From final words to final art
For me, there are some magical moments in the process of illustrating a story for a publisher. In chronological order they are:
1) Being told I have a commission, and
2) Being told I’ve finished the commission.
All the stuff in the middle feels almost entirely like one long fully-clothed-in-the-shower-crying moment, as my inner critic calmly tells me things about my work that are, frankly, often deeply offensive. Unrepeatably.
I say almost entirely, because there are milestones that puncture the fear and loathing by reminding you that each image has a start and finish.
Those milestones are the thumbnails, the roughs and finally the final art. For this BLT post I thought I’d show you what they look like for me.
I’m currently working on three different stories for three middle-grade chapter books for an educational publisher. They’re not going to be published until September so I’m going to have to be a little more vague than I’d like. I shouldn’t really be talking about the work so early *but* I’m unusually really happy with a couple of the images in one of the books; it’s a sneak peek in to some really current work; and, well, I’ve already shared a detailed process pic of this on Instagram so I’m already damned!
1 - The illustrator brief
Where it all starts - the brief and layout. I should flesh this out by saying that the final artwork needs to be black and white with one spot colour. We’d already decided on a yellow.

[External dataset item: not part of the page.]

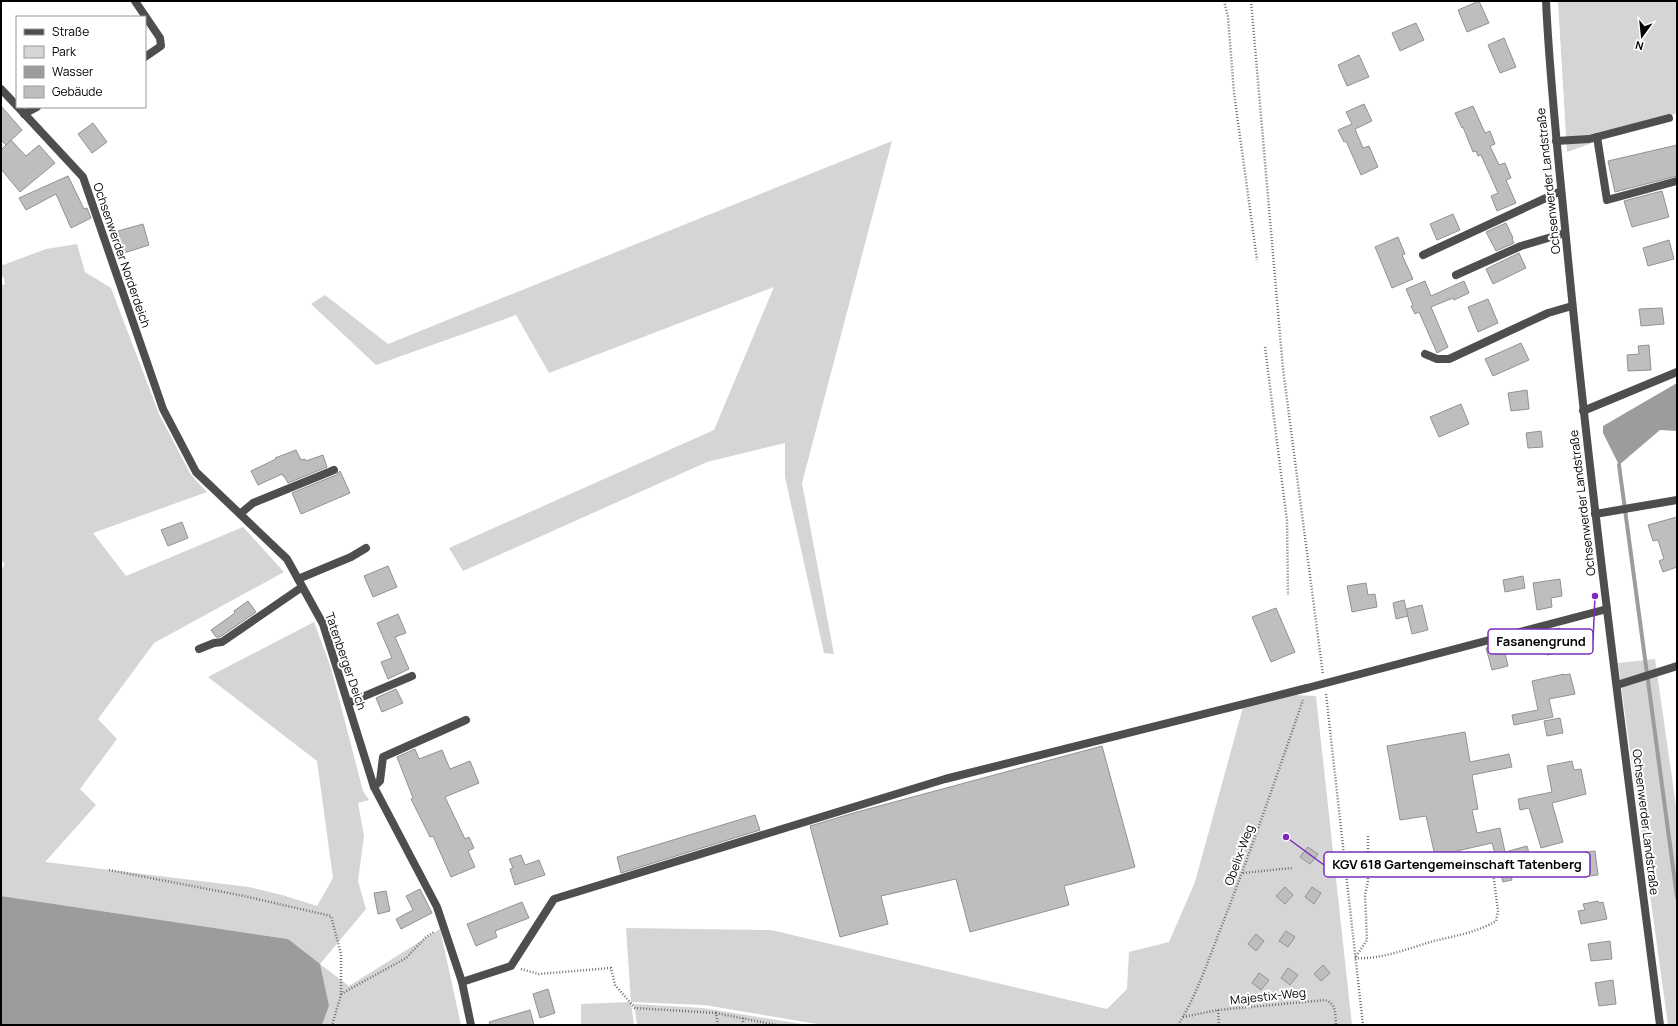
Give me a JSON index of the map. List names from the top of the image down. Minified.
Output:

Next steps - a super sketchy thumbnail of the page layout. I’ll usually abandon the sketch with a ‘or something like that’ kind of resignation. I got pretty lucky with this one, as I was kind of clear about it from the beginning.
“Black Wind, White Snow” is the name of a book I saw on Amazon by accident but the phrase resonated when I was thinking about the image. It led me to use Pierre Noire for the artwork so the blackness could be given the respect it deserved. I think the book is about Russian nationalism. Um, yeah.
3 - The dog phase: the rough rough
Next it’s making sure I know where the image will be in relation to the text. There are usually exclusion zones around the text so I want to know I’m composing the spread properly. That rough thumbnail suffices.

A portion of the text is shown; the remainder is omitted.